(DATA UNDER STUDY)

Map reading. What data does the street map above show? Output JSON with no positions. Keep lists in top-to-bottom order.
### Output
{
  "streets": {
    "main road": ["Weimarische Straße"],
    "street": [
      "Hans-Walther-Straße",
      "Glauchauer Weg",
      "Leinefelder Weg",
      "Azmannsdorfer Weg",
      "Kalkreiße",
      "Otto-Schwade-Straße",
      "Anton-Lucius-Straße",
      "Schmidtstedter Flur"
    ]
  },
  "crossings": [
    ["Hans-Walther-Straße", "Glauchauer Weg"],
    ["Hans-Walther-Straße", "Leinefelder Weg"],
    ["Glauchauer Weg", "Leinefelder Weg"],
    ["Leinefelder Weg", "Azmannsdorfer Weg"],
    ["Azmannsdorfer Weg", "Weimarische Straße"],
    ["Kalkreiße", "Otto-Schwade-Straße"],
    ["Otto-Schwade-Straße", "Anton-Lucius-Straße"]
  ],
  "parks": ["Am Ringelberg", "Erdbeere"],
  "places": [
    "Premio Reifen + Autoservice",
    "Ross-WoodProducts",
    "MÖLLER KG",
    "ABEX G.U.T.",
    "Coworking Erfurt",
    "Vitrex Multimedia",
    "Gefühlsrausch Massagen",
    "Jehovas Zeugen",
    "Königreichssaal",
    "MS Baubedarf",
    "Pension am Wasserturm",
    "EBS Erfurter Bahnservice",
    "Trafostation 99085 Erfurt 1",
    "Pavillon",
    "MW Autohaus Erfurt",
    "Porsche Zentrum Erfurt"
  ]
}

(End DATA UNDER STUDY)

- [WORK TO BE COMPLETED]
The records above need to be duplicated. Keep every word unchanged.

- [RESPONSE TO THE TASK]
Map reading. What data does the street map above show? Output JSON with no positions. Keep lists in top-to-bottom order.
### Output
{
  "streets": {
    "main road": ["Weimarische Straße"],
    "street": [
      "Hans-Walther-Straße",
      "Glauchauer Weg",
      "Leinefelder Weg",
      "Azmannsdorfer Weg",
      "Kalkreiße",
      "Otto-Schwade-Straße",
      "Anton-Lucius-Straße",
      "Schmidtstedter Flur"
    ]
  },
  "crossings": [
    ["Hans-Walther-Straße", "Glauchauer Weg"],
    ["Hans-Walther-Straße", "Leinefelder Weg"],
    ["Glauchauer Weg", "Leinefelder Weg"],
    ["Leinefelder Weg", "Azmannsdorfer Weg"],
    ["Azmannsdorfer Weg", "Weimarische Straße"],
    ["Kalkreiße", "Otto-Schwade-Straße"],
    ["Otto-Schwade-Straße", "Anton-Lucius-Straße"]
  ],
  "parks": ["Am Ringelberg", "Erdbeere"],
  "places": [
    "Premio Reifen + Autoservice",
    "Ross-WoodProducts",
    "MÖLLER KG",
    "ABEX G.U.T.",
    "Coworking Erfurt",
    "Vitrex Multimedia",
    "Gefühlsrausch Massagen",
    "Jehovas Zeugen",
    "Königreichssaal",
    "MS Baubedarf",
    "Pension am Wasserturm",
    "EBS Erfurter Bahnservice",
    "Trafostation 99085 Erfurt 1",
    "Pavillon",
    "MW Autohaus Erfurt",
    "Porsche Zentrum Erfurt"
  ]
}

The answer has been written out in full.